The opposite of eating seasonally. The Secret Behind Japan’s Delicious Strawberries: Kerosene.
These may sound like summertime delights. But in Japan, the strawberry crop peaks in wintertime — a chilly season of picture-perfect berries, the most immaculate ones selling for hundreds of dollars apiece to be given as special gifts.
Japan’s strawberries come with an environmental toll. To recreate an artificial spring in the winter months, farmers grow their out-of-season delicacies in huge greenhouses heated with giant, gas-guzzling heaters.
“We’ve come to a point where many people think it’s natural to have strawberries in winter,” said Satoko Yoshimura, a strawberry farmer in Minoh, Japan, just outside Osaka, who until last season burned kerosene to heat her greenhouse all winter long, when temperatures can dip well bellow freezing.
Fruits and veggies are grown in greenhouses all over the world, of course. The Japan strawberry industry has carried it to such an extreme, however, that most farmers have stopped growing strawberries during the far less lucrative warmer months, the actual growing season. Instead, in summertime Japan imports much of its strawberry supply.

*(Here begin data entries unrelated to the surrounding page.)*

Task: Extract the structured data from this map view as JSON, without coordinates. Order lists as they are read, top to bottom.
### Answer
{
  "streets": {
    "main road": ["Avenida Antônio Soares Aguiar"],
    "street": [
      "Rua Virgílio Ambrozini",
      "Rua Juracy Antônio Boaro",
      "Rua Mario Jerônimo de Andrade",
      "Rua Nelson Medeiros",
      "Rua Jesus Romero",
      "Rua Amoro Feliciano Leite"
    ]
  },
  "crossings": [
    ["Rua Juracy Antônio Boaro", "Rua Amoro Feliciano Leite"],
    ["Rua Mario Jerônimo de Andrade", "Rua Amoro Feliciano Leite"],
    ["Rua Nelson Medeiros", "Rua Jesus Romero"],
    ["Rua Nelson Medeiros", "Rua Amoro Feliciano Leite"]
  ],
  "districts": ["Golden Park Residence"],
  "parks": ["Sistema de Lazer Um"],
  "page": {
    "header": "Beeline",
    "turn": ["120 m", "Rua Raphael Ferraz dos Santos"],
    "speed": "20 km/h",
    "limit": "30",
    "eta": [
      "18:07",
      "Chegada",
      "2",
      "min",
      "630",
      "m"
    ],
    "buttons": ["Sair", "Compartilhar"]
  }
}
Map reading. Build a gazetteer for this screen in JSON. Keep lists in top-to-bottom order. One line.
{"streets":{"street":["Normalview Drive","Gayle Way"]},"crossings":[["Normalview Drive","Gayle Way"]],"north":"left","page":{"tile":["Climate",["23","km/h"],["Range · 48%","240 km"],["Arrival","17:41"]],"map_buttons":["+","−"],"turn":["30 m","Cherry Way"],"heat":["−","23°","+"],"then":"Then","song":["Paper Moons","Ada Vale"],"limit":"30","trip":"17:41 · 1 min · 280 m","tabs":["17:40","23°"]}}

It’s an example of how modern expectations of fresh produce year round can require surprising amounts of energy, contributing to a warming climate in return for having strawberries (or tomatoes or cucumbers) even when temperatures are plunging.
Up until several decades ago, Japan’s strawberry season started in the spring and ran into early summer. But the Japanese market has traditionally placed a high value on first-of-the-season or “hatsumono” produce, from tuna to rice and tea. A crop claiming the hatsumono mantle can bring many times normal prices, and even snags fevered media coverage.